Ordered stratification to reduce heterogeneity in linkage to diabetes-related quantitative traits.

Phenotypic heterogeneity complicates detection of genomic loci predisposing to type 2 diabetes, potentially obscuring or unmasking specific loci. We conducted ordered-subsets linkage analyses (OSAs) for diabetes-related quantitative traits (fasting insulin and glucose, hemoglobin A1c (HbA1c), and 28-year-time-averaged fasting plasma glucose (FPG)) from 330 families of the Framingham Offspring Study.
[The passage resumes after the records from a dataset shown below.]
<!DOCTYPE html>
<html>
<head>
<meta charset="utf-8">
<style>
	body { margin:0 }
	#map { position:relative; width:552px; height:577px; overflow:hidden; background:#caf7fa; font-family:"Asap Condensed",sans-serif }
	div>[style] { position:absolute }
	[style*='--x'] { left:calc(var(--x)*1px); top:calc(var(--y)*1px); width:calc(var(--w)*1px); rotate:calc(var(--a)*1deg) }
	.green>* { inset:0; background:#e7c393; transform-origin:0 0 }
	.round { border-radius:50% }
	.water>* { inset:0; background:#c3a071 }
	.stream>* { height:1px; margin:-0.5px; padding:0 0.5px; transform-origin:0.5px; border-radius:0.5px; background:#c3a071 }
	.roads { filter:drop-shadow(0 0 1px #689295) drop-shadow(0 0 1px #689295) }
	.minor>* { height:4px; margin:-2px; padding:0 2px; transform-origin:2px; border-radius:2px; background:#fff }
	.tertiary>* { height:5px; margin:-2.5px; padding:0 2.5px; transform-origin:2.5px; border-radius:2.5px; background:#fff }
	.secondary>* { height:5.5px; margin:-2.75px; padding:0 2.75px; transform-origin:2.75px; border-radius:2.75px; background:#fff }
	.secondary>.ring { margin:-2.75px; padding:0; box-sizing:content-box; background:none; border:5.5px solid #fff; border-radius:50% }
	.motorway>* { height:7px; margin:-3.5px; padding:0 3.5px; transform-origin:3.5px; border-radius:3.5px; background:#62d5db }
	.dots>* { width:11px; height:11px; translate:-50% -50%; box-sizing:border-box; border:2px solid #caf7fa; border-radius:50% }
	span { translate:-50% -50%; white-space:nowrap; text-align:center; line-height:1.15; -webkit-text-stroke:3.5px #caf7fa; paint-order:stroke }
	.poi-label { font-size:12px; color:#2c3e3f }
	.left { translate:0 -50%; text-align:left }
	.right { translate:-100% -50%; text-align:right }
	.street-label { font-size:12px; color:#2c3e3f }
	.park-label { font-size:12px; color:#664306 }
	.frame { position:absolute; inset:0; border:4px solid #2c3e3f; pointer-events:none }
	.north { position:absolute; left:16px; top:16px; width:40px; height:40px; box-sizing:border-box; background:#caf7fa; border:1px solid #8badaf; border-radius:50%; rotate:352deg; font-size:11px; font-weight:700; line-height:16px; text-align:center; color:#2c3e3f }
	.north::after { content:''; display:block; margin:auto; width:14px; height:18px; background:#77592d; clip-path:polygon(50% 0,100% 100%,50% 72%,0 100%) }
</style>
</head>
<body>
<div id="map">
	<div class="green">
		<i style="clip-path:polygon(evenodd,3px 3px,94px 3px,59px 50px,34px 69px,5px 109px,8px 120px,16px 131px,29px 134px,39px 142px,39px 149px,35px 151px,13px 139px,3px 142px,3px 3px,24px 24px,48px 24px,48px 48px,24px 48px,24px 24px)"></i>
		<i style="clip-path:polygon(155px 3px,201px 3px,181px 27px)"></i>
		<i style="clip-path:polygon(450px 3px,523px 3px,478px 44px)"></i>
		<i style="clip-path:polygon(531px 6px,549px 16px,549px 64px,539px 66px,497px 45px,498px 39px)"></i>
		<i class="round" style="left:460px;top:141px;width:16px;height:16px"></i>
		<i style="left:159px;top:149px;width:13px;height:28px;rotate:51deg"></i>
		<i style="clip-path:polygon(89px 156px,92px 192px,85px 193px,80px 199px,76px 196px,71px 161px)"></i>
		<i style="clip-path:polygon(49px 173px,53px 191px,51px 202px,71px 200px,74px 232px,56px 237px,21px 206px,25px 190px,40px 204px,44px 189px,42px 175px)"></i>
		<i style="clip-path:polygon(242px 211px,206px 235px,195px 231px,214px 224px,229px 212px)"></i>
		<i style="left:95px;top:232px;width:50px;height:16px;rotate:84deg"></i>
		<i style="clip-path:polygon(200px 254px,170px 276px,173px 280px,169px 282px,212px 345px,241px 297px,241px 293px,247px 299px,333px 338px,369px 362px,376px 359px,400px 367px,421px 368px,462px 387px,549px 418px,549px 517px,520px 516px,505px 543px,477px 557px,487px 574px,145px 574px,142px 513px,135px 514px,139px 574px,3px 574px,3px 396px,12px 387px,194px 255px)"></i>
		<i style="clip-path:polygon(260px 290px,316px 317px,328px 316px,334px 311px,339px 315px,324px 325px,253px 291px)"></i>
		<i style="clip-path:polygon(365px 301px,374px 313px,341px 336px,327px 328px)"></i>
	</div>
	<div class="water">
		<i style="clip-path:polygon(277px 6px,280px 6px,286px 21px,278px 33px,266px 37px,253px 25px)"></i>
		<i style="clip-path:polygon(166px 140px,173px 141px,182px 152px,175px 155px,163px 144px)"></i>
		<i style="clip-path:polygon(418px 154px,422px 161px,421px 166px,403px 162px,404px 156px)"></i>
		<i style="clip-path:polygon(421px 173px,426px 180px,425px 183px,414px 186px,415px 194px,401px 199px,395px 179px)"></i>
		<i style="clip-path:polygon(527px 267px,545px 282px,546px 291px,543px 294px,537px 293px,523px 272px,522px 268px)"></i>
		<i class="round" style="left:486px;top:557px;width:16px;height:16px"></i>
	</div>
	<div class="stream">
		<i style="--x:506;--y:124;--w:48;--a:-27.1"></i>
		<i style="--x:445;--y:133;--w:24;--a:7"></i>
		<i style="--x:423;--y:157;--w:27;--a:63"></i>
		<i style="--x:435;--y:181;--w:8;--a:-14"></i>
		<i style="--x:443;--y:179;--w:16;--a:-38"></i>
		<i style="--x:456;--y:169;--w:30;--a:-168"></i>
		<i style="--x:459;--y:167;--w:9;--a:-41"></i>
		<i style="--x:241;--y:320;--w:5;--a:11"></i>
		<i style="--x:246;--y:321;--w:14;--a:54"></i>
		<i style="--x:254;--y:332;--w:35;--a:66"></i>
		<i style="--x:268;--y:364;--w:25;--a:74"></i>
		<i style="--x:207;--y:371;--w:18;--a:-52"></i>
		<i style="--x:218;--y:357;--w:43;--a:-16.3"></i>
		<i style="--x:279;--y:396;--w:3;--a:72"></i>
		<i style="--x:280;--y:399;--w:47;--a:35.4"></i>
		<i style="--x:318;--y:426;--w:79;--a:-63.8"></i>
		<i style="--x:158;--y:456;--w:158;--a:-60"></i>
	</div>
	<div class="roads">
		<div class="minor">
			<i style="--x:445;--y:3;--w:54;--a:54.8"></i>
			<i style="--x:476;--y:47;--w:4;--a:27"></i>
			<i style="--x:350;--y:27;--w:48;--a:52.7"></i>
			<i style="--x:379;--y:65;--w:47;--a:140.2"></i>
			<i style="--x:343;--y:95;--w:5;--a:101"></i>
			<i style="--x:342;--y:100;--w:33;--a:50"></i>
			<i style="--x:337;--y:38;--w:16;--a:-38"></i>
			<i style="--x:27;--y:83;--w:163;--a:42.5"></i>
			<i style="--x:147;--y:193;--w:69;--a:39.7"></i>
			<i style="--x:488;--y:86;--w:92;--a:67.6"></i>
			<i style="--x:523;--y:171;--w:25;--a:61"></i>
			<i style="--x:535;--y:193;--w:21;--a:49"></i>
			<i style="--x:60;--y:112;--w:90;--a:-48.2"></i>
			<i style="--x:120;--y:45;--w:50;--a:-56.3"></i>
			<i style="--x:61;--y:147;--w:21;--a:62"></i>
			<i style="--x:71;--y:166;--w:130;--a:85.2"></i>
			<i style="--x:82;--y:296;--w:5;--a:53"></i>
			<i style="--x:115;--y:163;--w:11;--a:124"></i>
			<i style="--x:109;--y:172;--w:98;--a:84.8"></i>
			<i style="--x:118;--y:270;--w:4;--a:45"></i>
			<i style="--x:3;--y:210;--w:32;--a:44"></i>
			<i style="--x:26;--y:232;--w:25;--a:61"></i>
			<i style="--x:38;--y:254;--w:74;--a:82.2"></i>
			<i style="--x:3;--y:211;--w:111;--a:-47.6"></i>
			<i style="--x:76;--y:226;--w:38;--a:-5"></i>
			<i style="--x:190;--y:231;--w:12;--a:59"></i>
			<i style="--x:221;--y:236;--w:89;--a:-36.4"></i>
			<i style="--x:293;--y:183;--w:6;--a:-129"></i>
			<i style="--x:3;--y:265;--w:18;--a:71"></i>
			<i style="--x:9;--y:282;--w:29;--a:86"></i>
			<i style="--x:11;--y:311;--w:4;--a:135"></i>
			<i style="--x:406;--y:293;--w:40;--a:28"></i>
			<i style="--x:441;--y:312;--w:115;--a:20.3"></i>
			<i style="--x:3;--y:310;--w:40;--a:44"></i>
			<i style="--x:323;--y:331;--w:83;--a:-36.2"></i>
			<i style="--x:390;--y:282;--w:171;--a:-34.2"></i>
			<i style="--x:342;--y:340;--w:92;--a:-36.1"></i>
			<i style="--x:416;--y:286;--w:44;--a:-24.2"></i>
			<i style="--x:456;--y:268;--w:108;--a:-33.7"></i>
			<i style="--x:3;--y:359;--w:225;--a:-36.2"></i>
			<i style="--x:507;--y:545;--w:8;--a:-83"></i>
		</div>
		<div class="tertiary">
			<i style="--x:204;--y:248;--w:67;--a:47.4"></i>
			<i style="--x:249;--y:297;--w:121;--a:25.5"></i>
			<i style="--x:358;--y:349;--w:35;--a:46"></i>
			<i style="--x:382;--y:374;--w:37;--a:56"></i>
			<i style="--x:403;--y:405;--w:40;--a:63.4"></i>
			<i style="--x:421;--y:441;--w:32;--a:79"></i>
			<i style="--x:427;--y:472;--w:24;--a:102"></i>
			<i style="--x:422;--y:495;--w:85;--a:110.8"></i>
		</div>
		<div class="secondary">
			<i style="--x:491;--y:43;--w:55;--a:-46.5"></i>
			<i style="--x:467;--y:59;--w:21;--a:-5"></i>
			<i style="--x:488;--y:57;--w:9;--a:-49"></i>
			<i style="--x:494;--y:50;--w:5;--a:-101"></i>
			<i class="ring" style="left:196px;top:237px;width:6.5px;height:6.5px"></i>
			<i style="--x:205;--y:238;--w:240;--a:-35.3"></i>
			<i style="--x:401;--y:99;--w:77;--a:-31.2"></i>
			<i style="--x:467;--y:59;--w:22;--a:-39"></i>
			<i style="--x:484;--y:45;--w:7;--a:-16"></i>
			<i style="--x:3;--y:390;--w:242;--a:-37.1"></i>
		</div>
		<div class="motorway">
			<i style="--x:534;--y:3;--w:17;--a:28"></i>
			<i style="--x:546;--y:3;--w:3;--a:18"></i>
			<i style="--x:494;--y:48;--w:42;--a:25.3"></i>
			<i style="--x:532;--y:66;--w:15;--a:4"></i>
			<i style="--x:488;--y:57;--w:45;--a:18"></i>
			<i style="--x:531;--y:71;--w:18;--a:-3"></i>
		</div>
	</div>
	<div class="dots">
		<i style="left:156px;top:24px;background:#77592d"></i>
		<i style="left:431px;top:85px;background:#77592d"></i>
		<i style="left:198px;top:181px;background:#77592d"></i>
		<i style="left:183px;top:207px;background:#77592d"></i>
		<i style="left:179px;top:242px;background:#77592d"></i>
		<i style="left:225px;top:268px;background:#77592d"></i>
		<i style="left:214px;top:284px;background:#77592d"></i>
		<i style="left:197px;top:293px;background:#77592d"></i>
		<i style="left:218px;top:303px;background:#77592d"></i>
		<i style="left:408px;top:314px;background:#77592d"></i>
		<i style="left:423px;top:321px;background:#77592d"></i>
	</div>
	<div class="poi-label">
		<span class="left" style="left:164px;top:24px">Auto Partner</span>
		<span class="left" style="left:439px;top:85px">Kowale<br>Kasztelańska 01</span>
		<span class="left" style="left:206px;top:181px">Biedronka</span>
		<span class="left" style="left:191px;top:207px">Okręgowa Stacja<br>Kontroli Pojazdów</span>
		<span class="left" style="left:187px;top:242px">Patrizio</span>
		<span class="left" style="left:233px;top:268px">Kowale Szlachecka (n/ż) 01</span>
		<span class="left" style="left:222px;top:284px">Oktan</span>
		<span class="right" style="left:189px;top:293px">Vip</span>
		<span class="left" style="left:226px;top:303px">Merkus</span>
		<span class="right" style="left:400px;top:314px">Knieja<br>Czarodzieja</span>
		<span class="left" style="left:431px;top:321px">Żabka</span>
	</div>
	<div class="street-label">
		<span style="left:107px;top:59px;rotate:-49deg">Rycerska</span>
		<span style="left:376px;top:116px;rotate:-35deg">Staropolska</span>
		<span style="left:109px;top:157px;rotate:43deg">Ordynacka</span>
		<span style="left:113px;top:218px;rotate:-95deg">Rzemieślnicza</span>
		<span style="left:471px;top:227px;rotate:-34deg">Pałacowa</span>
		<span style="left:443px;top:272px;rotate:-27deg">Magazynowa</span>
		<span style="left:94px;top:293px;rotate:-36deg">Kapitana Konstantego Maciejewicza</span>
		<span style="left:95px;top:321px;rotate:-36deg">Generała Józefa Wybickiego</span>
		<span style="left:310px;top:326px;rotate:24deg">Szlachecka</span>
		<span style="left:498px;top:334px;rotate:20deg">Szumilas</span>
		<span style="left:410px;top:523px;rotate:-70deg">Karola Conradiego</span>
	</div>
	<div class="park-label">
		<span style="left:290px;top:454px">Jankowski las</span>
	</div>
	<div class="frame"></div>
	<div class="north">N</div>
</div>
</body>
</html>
We calculated mean BMI, waist circumference (WC), and a diabetes "age-of-onset score" for each family. We constructed subsets by adding one family at a time in increasing (lean family to obese) or decreasing (obese to lean) adiposity order, or increasing or decreasing propensity to develop diabetes at a younger age, with the OSA LOD reported as the maximum LOD observed in any subset. Permutation P values tested the hypothesis that phenotypic ordering showed stronger linkage than random ordering. On chromosome 1, ordering by increasing family mean WC increased linkage to time-averaged FPG at 256 cM from LOD = 2.4 to 3.5 (permuted P = 0.02) and to HbA1c at 180 cM from LOD = 2.0 to 3.3 (P = 0.01). On chromosome 19, ordering by decreasing WC increased linkage to fasting insulin at 68 cM from LOD = 2.7 to 4.6 (P = 0.002), and ordering by decreasing propensity to develop diabetes at a young age increased linkage to fasting insulin at 73 cM from LOD = 2.7 to 4.0 (P = 0.046). We conclude that chromosomes 1 and 19 could harbor adiposity-interacting diabetes susceptibility genes. Such interactions might also influence trait-locus associations and may be useful to consider in diabetes genome-wide association studies.